+++ Given data +++

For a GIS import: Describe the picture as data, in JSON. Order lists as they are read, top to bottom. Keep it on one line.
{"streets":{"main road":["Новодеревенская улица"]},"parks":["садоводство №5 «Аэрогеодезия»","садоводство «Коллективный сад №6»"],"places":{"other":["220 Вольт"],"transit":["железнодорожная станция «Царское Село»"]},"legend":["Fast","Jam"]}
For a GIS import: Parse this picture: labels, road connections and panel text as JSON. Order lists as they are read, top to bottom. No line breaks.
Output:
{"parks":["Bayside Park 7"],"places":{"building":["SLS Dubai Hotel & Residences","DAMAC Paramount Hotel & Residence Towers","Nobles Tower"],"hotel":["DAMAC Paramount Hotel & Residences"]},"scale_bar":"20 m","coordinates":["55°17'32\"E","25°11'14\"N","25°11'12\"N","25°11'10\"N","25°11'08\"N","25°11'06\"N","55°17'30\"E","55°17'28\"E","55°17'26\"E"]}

+++

What the task requires |
Starting with the line that holds "For a GIS import: Parse", copy each remaining line of the listing above exactly, through the last one.

Exercise result |
For a GIS import: Parse this picture: labels, road connections and panel text as JSON. Order lists as they are read, top to bottom. No line breaks.
Output:
{"parks":["Bayside Park 7"],"places":{"building":["SLS Dubai Hotel & Residences","DAMAC Paramount Hotel & Residence Towers","Nobles Tower"],"hotel":["DAMAC Paramount Hotel & Residences"]},"scale_bar":"20 m","coordinates":["55°17'32\"E","25°11'14\"N","25°11'12\"N","25°11'10\"N","25°11'08\"N","25°11'06\"N","55°17'30\"E","55°17'28\"E","55°17'26\"E"]}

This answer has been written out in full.